真っ白な“吸取り紙”が、その奥深くまで此れ等の体験を吸収していったように思う。それらは37年経過した今も、未だ生き生きと鮮やかに蘇ってくる。・・・これが「ヨーロッパ」なのか・・・こうして私の留学生活が始まった。
「日本人クラシック音楽家の為のマネジメント」を確立させないと、日本はこの先へは進めない・・・これが留学で得た私の結論だった。1982年に帰国して『一から勉強』を始め、株)ジェイエムシー音楽研究所を創立したのが1989年(平成元年)。以後、研究や実験、ノウハウの集積を積み重ねてきた。2016年、今やっとこれからの時代を踏まえての処方箋に見極めが付き、7月からその取り組みを始めている。

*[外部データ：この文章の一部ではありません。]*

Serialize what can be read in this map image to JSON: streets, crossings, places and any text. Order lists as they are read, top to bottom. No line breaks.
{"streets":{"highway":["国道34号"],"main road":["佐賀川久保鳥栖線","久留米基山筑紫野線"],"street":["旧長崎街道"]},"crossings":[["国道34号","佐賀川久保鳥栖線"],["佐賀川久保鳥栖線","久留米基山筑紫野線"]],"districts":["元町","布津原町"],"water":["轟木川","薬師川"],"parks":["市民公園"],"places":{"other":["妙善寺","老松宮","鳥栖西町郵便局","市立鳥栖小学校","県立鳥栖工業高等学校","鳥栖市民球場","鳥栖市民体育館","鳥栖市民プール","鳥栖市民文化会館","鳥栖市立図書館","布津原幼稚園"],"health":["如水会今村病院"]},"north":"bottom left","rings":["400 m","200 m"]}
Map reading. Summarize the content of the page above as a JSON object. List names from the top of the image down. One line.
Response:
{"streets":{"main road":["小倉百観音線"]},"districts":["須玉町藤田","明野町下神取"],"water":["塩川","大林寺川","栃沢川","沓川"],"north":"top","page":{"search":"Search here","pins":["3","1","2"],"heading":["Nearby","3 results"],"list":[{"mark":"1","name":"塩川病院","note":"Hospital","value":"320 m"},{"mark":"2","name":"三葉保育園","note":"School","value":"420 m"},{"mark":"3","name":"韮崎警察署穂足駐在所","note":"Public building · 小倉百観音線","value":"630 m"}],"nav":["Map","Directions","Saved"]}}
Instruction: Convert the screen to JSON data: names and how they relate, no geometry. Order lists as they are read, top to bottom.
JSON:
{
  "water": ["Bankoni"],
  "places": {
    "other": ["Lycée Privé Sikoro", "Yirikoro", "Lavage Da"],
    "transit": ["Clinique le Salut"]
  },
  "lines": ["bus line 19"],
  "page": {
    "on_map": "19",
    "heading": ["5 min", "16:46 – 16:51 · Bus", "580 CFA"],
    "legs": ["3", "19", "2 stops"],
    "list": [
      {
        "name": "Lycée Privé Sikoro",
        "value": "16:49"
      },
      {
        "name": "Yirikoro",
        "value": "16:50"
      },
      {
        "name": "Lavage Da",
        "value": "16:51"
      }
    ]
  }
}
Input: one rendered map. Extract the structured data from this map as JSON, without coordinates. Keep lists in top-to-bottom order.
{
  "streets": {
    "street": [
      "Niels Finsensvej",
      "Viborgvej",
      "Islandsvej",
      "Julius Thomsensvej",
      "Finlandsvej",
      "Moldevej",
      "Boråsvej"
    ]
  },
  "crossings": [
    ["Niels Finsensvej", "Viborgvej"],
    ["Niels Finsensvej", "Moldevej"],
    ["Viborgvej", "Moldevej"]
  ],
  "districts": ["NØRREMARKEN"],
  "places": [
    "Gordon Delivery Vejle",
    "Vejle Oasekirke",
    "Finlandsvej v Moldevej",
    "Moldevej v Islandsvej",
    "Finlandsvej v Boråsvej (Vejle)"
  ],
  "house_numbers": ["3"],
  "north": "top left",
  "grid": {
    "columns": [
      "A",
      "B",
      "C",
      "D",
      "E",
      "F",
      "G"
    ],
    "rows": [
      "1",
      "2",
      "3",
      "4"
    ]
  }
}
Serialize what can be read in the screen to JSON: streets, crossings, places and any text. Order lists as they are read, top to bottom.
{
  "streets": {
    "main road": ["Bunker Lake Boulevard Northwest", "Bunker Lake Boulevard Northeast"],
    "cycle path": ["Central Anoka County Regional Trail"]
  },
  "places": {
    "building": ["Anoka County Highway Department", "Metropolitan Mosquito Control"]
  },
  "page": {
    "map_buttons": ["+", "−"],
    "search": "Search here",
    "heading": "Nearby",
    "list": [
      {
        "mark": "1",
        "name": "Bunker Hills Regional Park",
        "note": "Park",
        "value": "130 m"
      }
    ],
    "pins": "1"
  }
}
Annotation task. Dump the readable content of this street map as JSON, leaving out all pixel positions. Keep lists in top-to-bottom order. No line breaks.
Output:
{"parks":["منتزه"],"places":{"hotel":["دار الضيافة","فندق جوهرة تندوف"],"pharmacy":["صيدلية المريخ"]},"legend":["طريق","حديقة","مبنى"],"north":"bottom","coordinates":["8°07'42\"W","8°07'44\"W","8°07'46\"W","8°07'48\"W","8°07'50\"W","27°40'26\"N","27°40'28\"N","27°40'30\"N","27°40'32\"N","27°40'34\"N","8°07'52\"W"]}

帰国以来、周りの人達から《ヨーロッパ》に連れて行って欲しい声が上がっていたが、平成元年に研究所を設立したのを区切りに検討を始め、第1回目を実施したのが平成5年であったと思う。プランの下敷きとなったのは、当然のごとく私が“心で感じたヨーロッパ”。文化や自然、芸術、味覚、感性の違いなど、私の心に強く焼き付けられた印象を、9日〜2週間の短い時間に体験を通じて感じ取ってもらう・・・その為に様々な要素を旅程に組み込んで実施してきた。
今回、ザルツブルグのDVDを観て、37年前の印象がそのままに生き生きと再現されている事に気付いて、本当に新鮮な驚きを覚えた。しかし、これまでの経緯を振り返えってみれば、それも極ごく自然で当然の結果と言えるのかもしれない。